Combining multiple files into one with the same name/different extension


 
Thread Tools Search this Thread
Top Forums Shell Programming and Scripting Combining multiple files into one with the same name/different extension
# 8  
Old 04-30-2010
Quote:
Originally Posted by drewk
Please follow along with these examples:
Code:
$ mkdir test
$ cd test
$ touch "one two three.txt" '3 two 1.txt' "1 2 3.txt" '9 10 11.txt'

But you can still glob and expand variables inside quotes, such as:
Code:
$ for i in "*two*.txt"; do ls -l $i; done
-rw-r--r--  1 andrew  andrew  0 Apr 29 18:32 3 two 1.txt
-rw-r--r--  1 andrew  andrew  0 Apr 29 18:29 one two three.txt
# notice that the * glob expands inside the "*two*.txt"
# you can also use:  for i in *two*.txt; do ls -l "$i"; done

Globbing (aka pathname expansion) never occurs within any quotes (single or double).

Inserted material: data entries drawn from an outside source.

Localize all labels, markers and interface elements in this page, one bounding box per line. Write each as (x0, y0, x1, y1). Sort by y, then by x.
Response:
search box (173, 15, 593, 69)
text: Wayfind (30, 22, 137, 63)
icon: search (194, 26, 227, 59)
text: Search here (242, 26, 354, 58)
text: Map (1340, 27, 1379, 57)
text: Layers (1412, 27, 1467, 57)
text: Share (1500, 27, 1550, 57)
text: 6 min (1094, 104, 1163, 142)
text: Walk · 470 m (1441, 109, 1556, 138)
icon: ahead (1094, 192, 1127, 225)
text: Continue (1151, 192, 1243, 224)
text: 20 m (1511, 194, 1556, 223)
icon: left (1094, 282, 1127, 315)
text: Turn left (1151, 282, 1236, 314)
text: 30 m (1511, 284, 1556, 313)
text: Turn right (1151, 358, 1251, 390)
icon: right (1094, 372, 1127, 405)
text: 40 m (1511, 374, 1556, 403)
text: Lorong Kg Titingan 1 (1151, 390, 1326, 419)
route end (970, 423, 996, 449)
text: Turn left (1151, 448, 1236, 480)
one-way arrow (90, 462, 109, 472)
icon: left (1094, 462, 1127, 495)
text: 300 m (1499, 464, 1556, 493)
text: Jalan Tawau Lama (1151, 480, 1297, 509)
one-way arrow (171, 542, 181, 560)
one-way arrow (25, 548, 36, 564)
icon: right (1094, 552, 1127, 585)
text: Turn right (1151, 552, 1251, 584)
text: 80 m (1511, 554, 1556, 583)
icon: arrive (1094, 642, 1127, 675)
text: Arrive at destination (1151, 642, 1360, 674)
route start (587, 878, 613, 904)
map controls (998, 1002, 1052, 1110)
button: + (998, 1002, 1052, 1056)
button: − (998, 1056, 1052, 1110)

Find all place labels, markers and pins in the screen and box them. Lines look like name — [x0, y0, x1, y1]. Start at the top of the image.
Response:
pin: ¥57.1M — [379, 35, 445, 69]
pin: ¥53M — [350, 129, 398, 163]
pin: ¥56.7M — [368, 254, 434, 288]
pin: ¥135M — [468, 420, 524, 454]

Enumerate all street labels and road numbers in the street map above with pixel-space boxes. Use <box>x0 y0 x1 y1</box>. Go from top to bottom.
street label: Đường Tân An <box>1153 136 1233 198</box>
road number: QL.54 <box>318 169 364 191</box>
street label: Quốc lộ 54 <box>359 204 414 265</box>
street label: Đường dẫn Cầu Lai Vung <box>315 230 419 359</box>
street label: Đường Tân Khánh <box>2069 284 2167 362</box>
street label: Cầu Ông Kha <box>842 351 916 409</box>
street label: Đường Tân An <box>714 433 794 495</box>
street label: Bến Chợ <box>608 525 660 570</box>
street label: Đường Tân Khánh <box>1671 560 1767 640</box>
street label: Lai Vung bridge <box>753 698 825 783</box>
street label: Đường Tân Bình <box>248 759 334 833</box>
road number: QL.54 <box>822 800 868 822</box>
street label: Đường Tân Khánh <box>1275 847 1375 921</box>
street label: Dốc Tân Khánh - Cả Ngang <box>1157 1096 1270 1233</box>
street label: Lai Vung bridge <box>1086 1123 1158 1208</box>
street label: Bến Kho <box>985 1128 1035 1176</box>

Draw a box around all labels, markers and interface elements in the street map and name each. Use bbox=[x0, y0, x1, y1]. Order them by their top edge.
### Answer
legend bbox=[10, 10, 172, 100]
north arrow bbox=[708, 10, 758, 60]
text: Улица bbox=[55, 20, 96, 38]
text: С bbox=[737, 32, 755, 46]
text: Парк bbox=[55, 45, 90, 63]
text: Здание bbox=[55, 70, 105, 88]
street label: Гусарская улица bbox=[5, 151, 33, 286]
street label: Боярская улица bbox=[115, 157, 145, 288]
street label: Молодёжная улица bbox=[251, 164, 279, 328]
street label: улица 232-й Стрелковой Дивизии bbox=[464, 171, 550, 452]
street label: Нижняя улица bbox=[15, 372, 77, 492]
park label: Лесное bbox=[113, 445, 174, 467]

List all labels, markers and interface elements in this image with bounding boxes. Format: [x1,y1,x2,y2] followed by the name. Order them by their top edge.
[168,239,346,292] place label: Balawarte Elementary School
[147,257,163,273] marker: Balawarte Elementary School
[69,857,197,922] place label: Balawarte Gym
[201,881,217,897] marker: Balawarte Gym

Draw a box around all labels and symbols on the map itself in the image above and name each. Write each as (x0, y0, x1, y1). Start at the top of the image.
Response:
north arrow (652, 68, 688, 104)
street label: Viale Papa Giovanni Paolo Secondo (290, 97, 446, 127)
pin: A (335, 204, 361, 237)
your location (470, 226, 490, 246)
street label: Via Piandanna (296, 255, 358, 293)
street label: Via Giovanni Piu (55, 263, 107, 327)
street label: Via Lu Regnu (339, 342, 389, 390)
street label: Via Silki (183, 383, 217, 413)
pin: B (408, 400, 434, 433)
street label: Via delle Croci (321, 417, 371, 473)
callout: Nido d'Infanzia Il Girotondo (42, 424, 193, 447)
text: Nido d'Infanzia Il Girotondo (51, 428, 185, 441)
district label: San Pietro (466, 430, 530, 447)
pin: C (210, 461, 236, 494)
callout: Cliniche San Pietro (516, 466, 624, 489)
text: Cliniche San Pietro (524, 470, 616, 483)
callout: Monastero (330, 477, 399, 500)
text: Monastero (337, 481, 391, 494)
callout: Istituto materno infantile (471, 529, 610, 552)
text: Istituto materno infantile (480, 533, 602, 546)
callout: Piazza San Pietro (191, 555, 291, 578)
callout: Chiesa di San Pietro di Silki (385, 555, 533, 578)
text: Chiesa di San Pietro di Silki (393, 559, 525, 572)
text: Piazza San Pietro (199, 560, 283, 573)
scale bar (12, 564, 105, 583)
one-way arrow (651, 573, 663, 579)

In that case, the string "*two*.txt" in the for loop is not expanded. The loop will always execute one time. That one time, the value of $i will be the literal string "*two*.txt". However, when the ls command is executed, the value of i is expanded to "*two*.txt" and then, at that time, since it is unquoted, that's where the globbing occurs (in short, file globbing will occur after variable expansion, if the variable expansion is unquoted).

Since globbing never occurs within quotes, that's why you notice that it never happens when you quote both the for's list and the variable in the loop.


Quote:
Originally Posted by drewk
Finally, if you do not quote certain forms, you will get unexpected results entirely, such as with a regex:
Code:
$ for i in [[:digit:]]*.txt; do ls -l $i; done
ls: 1: No such file or directory
ls: 2: No such file or directory
ls: 3.txt: No such file or directory
ls: 1.txt: No such file or directory
ls: 3: No such file or directory
ls: two: No such file or directory
ls: 10: No such file or directory
ls: 11.txt: No such file or directory
ls: 9: No such file or directory
# the unquoted regex with POSIX [:digit:] character class found the files but then the shell breaks the return on IFS...

That's correct, but let's be clear about where the field splitting is occuring. What is being split is the unquoted expansion of $i when the ls command is run. Pathname expansion, when it occurs, happens after field splitting (it actually happens after everything, except quote removal).


Quote:
Originally Posted by drewk
Code:
$ for i in "[[:digit:]]*"; do ls -l $i; done
-rw-r--r--  1 andrew  andrew  0 Apr 29 18:59 1 2 3.txt
-rw-r--r--  1 andrew  andrew  0 Apr 29 18:59 3 two 1.txt
-rw-r--r--  1 andrew  andrew  0 Apr 29 18:59 9 10 11.txt
#alternatively:
$ for i in [[:digit:]]*; do ls -l "$i"; done
-rw-r--r--  1 andrew  andrew  0 Apr 29 18:59 1 2 3.txt
-rw-r--r--  1 andrew  andrew  0 Apr 29 18:59 3 two 1.txt
-rw-r--r--  1 andrew  andrew  0 Apr 29 18:59 9 10 11.txt

In this particular instance, those two loops give the same result, but they are not interchangeable. Two very different things are happening. In the first instance, ls is called once, with three arguments. In the second, it is called three times, with one argument each time.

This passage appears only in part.